JM: My major at college was behavioral science and human psychology.  I recall one semester we focused on neuroscience, the study of the brain – and how human beings make decisions and how and why people are persuaded – or not persuaded. Turns out there are three forms of communication, with varying degrees of persuasion. 

We’re the least persuasive when we tell people things or push them into doing something we want them to do. 

An example is Presenting. We’re taught to have a great presentation, to ‘show and tell’ how great our product is. But the data shows, if you’re spending too much time on your presentation, you’re less likely to make the sale.  Why? Because It’s very low on persuasive pull.

The second form of communication is consultative selling. We’re a little more persuasive when we attempt to have a discussion. 

Consultative selling was developed in the late 1980’s. It centered around asking logic-based questions to find out the needs of the client. The downfall with this approach is, logical questions invite logical answers. Meanwhile people’s buying decisions aren’t based on logic but emotion.

The third mode of communication is when we’re the most persuasive. It happens when we allow others to persuade themselves. 

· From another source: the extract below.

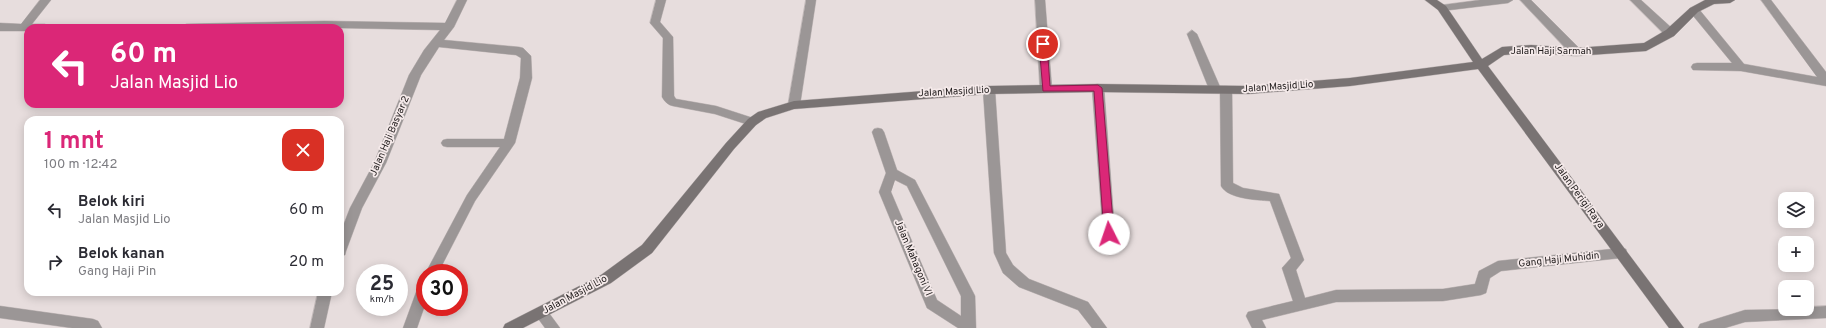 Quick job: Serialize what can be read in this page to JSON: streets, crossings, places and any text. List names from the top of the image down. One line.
{"streets":{"street":["Jalan Haji Sarmah","Jalan Masjid Lio","Jalan Haji Basyar 2","Jalan Perigi Raya","Jalan Mahagoni VI","Gang Haji Muhidin"]},"crossings":[["Jalan Haji Sarmah","Jalan Masjid Lio"],["Jalan Haji Sarmah","Jalan Perigi Raya"],["Jalan Masjid Lio","Jalan Perigi Raya"],["Jalan Perigi Raya","Gang Haji Muhidin"]],"page":{"turn":["60 m","Jalan Masjid Lio"],"heading":["1 mnt","100 m · 12:42"],"list":[{"name":"Belok kiri","note":"Jalan Masjid Lio","value":"60 m"},{"name":"Belok kanan","note":"Gang Haji Pin","value":"20 m"}],"map_buttons":["+","−"],"speed":"25 km/h","limit":"30"}}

Also called dialogue, which happens when we ask what I call neuro-emotional persuasion questions (NEPQ).  If you’re wondering how a person might be led to persuade themselves, the answer is, by asking specific skilled questions, at the right time in the conversation,  within a structure that’s scientifically designed to trigger prospects to sell themselves.

Why is the outcome different when a salesperson harnesses neuro emotional questions when speaking with the prospect? 

JM: Neuro emotional questions allow your prospect to persuade themselves. Unfortunately at least 80% of salespeople are taught to sell using the first mode of communication mentioned. Approximately 18% are trained to sell using consultative selling.  Less than 1% of salespeople actually utilize a dialogue process.